Sleep Dealer Serves Notice In New York Premiere

Last night at the Pratt Institute in Brooklyn Sleep Dealer made its post-Sundance debut at the Imagine Science Film Festival, and you're now officially allowed to get excited for the film's 2009 wider release. Alex Rivera's first feature is a masterpiece — a modestly budgeted character piece that is the most exciting film in the genre released so far this year.Shown to a small group of Pratt students and one very old woman who couldn't read subtitles, it was an inauspicious beginning of one of the best small budget science fiction films we are likely to see in some time.


Our hero is Memo (Luis Fernando Peña), a small-time hacker in futuristic Mexico who gets caught up in some very bad shit. Mexico is a waterless wasteland in writer-director's imagining, and Memo wants to go to Tijuana and become a "sleep dealer", an immigrant pulled in by nodes to larger system where the U.S. can enjoy "work without the workers," as the script artfully puts it. 21st century technology sucks the life force into the U.S., without much regard for the consequences.

When he gets to Tijuana, Memo meets the gorgeous Luz (Leonor Varela) on a bus. She tells him that she's a writer, and they part ways. Luz's writing consists of a voiceover of her own experience recorded in TruNode, a memory marketplace where she earns a living. While her other memories don't sell very well, her time with Memo finds a buyer, who asks her to go back to find him. Broke, she agrees, and turns Memo into one of them by installing electronic metal nodes into his wrists and neck. The third participant in this drama is the person buying Memo's memories, but that's for you to know when Sleep Dealer arrives in a theater near you. It's difficult for a film to grab you with the same futuristic trappings these days, but the closest Rivera's Spanish language fantasy ever gets to America is the robot Memo controls remotely on a construction site in San Diego. This gives the $2 million dolllar film a freshness that most more expensively budgeted movies lack.

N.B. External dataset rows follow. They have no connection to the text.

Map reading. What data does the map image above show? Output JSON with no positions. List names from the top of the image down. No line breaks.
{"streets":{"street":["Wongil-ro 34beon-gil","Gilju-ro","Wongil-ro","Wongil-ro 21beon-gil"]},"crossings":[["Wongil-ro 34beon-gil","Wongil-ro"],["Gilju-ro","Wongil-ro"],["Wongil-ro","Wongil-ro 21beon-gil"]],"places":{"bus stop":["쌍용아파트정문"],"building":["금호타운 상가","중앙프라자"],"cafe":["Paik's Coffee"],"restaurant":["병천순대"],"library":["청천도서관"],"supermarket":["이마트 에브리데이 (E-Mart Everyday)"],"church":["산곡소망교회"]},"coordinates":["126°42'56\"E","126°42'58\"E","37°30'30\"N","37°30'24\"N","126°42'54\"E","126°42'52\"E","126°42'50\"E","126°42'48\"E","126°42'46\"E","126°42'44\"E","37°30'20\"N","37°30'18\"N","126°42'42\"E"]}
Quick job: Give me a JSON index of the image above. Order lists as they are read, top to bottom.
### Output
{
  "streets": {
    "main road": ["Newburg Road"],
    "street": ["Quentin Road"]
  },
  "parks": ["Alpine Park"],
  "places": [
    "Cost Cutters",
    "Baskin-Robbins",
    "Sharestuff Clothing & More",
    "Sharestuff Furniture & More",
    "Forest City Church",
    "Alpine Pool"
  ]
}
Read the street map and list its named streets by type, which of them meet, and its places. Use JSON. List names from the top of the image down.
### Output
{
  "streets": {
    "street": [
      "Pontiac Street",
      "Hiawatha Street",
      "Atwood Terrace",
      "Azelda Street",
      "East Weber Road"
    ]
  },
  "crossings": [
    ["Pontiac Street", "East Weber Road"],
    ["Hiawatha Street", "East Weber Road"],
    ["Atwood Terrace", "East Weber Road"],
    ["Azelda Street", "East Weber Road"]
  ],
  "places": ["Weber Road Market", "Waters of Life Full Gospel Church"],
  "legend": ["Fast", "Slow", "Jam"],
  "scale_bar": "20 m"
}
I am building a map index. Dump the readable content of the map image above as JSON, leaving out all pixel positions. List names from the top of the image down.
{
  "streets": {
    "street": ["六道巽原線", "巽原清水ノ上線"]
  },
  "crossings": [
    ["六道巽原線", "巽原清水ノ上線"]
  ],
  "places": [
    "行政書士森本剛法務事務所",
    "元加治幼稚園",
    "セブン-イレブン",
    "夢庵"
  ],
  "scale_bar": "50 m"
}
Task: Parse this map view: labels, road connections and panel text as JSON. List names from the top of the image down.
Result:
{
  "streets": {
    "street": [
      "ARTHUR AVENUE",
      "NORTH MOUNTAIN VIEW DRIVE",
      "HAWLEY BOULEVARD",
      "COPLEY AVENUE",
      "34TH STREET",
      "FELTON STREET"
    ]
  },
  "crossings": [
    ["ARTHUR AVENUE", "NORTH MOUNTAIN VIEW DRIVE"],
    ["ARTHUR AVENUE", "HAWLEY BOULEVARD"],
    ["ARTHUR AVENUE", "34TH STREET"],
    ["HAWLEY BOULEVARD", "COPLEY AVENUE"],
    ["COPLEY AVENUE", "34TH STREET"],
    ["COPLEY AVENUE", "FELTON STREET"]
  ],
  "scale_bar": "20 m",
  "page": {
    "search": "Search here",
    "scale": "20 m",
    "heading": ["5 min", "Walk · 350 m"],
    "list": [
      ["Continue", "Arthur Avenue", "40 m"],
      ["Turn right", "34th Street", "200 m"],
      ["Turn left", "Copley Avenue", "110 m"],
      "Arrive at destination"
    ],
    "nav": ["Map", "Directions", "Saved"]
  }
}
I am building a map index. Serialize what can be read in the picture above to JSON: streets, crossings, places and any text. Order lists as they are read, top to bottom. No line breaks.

A lower budget can often be reflected in the caliber of actor the film attracts, but there's no such problem here. While Memo isn't given much to do — he's mostly an observer until the end of the film — he's a nice proxy for the viewer, crossing the border, meeting the new. The rest of the performances are similar understated. The real star is Rivera' constantly shifting point of view: he's a talented cinematographer, and Sleep Dealer manages plenty of unforgettable images. Node junkies writhe in seedy bars, turret cannons swivel and recede, farmers watch high definition television with cornstalks in the background. This is a world we're not familiar with.


This kind of story does the opposite of most science fiction, taking up the viewpoint of an outsider innocent of advanced technology. Memo's first appearance in the film is in front of a stack of books that says Hackers for Beginners. It's a funny joke, but the critique rings true: too often writers are focused on the ways developing technologies affect the most wealthy, or the most powerful. Sleep Dealer's message for America is a knowing, if overstated one, and yet its hero Memo still yearns for the technology, and the power that goes with it. Without that, he's helpless.